(Stored items)
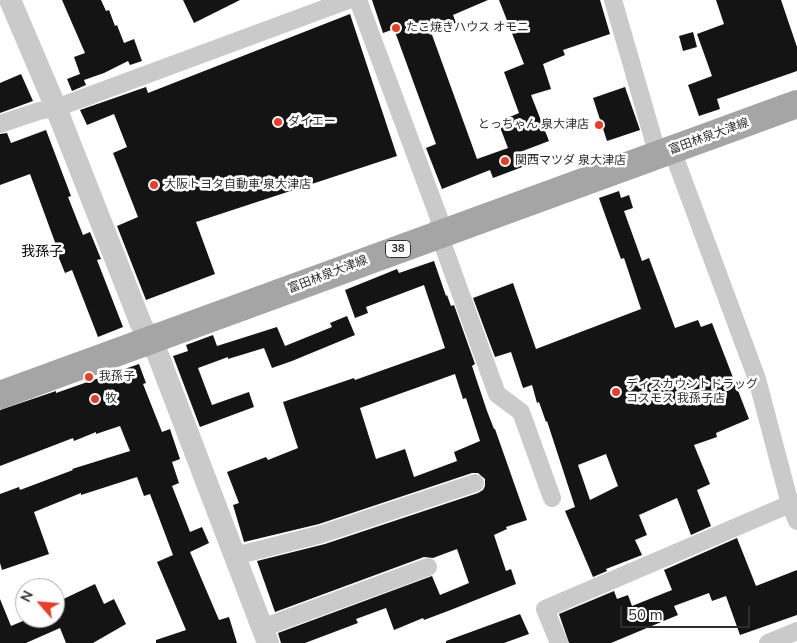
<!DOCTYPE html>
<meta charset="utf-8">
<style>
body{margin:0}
#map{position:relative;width:797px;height:643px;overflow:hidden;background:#fff;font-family:"Nunito Sans",sans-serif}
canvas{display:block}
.north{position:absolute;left:15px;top:578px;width:50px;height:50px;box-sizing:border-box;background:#fff;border:1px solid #ababab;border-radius:50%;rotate:297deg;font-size:14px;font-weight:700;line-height:20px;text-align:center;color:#2d2d2d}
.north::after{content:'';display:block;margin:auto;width:18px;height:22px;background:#ed3c26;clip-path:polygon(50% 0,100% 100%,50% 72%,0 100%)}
.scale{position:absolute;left:620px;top:606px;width:130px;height:22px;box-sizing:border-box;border:2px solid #2d2d2d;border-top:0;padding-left:6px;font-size:15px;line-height:18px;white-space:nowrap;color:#2d2d2d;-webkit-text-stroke:4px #fff;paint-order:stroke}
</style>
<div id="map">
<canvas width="797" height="643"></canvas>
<div class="north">N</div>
<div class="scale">50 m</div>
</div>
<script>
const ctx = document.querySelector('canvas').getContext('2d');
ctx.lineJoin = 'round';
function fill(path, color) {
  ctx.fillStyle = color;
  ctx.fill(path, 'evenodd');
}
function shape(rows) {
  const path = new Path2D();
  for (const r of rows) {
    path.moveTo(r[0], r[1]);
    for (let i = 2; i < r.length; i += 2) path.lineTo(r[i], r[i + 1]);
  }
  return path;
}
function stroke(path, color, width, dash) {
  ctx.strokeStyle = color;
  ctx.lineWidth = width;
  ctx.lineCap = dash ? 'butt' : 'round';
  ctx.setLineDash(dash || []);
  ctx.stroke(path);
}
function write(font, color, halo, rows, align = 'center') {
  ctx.font = font + ' "Nunito Sans","Noto Sans JP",sans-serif';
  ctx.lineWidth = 5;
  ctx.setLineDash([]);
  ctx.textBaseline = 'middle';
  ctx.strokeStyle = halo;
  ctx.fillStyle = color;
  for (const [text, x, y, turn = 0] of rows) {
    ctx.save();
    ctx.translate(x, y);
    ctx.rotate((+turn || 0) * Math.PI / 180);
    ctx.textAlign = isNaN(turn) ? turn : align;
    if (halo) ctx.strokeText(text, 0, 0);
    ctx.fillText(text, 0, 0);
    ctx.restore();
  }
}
fill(shape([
 [62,0,101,0,106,11,109,10,115,26,117,25,124,43,134,39,142,61,130,65,128,61,104,73,84,80,86,85,72,91,67,79,80,74,74,57,85,53],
 [183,0,240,0,194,23],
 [372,0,488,0,453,15,456,23,431,32,477,159,508,148,498,122,519,113,504,72,524,64,499,0,600,0,610,34,563,50,565,55,543,64,551,89,531,95,549,141,520,152,525,166,493,178,490,170,442,189,426,148,436,144,394,29,383,33],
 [716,0,781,0,797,47,797,71,717,99,720,109,699,116,688,85,712,76,697,34,724,24],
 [350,14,397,156,196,222,215,274,146,300,117,226,138,217,113,153,127,147,114,114,87,125,80,110,146,87,148,93],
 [693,32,697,47,683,51,679,36],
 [21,74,33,101,0,113,0,83],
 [625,87,640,130,607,141,593,98],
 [46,130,71,196,68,197,83,235,90,232,101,259,97,260,123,327,98,337,72,270,65,273,54,246,56,245,30,174,0,185,0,134,7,133,11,143],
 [619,191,621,198,629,195,633,208,624,211,642,261,649,258,675,328,698,320,701,327,712,323,749,419,716,433,717,437,694,445,710,484,697,490,711,526,691,535,677,498,639,515,647,535,635,540,642,555,606,569,607,571,593,577,565,511,575,507,547,421,546,422,539,402,537,403,532,385,523,388,511,352,495,357,473,298,513,283,536,349,641,309,624,258,621,259,599,198],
 [606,454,618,486,590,500,578,465],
 [434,261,446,296,447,295,451,306,454,305,475,364,472,366,487,411,494,429,495,429,527,520,506,527,507,529,494,535,506,571,511,569,516,584,448,611,424,620,423,618,394,630,386,608,356,619,358,623,305,643,281,643,278,633,432,576,440,595,469,583,457,549,433,558,424,557,275,612,257,561,325,544,478,493,483,490,485,486,485,479,478,473,472,473,319,524,244,542,233,505,239,503,227,472,266,457,268,460,298,448,283,402,354,378,355,380,445,348,424,285,366,307,368,313,355,318,345,290,397,269,399,273],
 [455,374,463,399,466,398,480,441,454,452,457,461,414,477,405,449,376,459,360,408],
 [347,316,355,335,292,361,272,368,264,348,228,359,228,357,198,368,212,405,249,392,254,407,200,427,173,356,188,351,186,345,213,335,217,346,277,327,285,346,332,327,330,323],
 [139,364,146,383,143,384,162,432,170,429,180,459,172,462,179,483,172,486,190,532,202,527,209,543,190,552,219,620,229,617,237,643,156,643,156,640,186,630,157,562,173,555,150,494,144,496,137,477,81,495,81,493,34,512,49,554,2,570,0,563,0,494,19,487,20,490,73,470,72,469,130,451,120,426,96,434,96,432,74,441,73,438,0,466,0,410,56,391,56,393],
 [737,538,756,586,797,570,797,615,740,635,726,596,712,601,709,593,674,606,678,615,611,643,569,643,559,614,614,591,617,599,628,595,632,606,672,590,664,570],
 [95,584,104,604,114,599,126,624,93,643,66,643,60,628,26,643,0,643,0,599,11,626,30,618,55,618,55,603],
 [520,614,529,634,504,643,446,643,446,641]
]), '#141414');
stroke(shape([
 [358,0,439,218,439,234,497,394,521,412,552,498],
 [613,0,655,145,672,150,757,379,790,504,797,521],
 [0,124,39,111,56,108,348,0],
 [235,556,322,534,475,483],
 [262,628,428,567],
 [559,643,545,609,790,504],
 [768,643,797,631]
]), '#cacaca', 18);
stroke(shape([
 [10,0,56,108,141,324,158,355,268,643]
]), '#cacaca', 22);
stroke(shape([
 [0,395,797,104]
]), '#a5a5a5', 28);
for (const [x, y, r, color] of [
 [396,28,5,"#ed3c26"],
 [278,122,5,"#ed3c26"],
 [599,125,5,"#ed3c26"],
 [505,161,5,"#ed3c26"],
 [154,185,5,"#ed3c26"],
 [89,377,5,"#ed3c26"],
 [616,392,5,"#ed3c26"],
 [95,399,5,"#ed3c26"]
]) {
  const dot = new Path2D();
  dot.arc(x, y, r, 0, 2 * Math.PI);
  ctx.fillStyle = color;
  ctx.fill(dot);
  stroke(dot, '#fff', 2);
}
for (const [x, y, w] of [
 [398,249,25]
]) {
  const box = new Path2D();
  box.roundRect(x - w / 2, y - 8.5, w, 17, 4);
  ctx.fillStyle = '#fff';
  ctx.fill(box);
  stroke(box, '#2d2d2d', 1);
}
write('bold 11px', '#2d2d2d', null, [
 ["38",398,249]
]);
write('12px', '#2d2d2d', '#fff', [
 ["たこ焼きハウス オモニ",406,28],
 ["ダイエー",288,122],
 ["とっちゃん 泉大津店",589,125,"right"],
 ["関西マツダ 泉大津店",515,161],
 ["大阪トヨタ自動車 泉大津店",164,185],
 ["我孫子",99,377],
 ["ディスカウントドラッグ",626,385],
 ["コスモス 我孫子店",626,399],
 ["牧",105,399]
], 'left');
write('12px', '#2d2d2d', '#fff', [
 ["富田林泉大津線",709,137,-20],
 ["富田林泉大津線",328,275,-21]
]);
write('14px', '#000', '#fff', [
 ["我孫子",42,253]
]);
</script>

Work instruction: Show every line in the entries where the string "halo" occurs.

Result of this task:
function write(font, color, halo, rows, align = 'center') {
  ctx.strokeStyle = halo;
    if (halo) ctx.strokeText(text, 0, 0);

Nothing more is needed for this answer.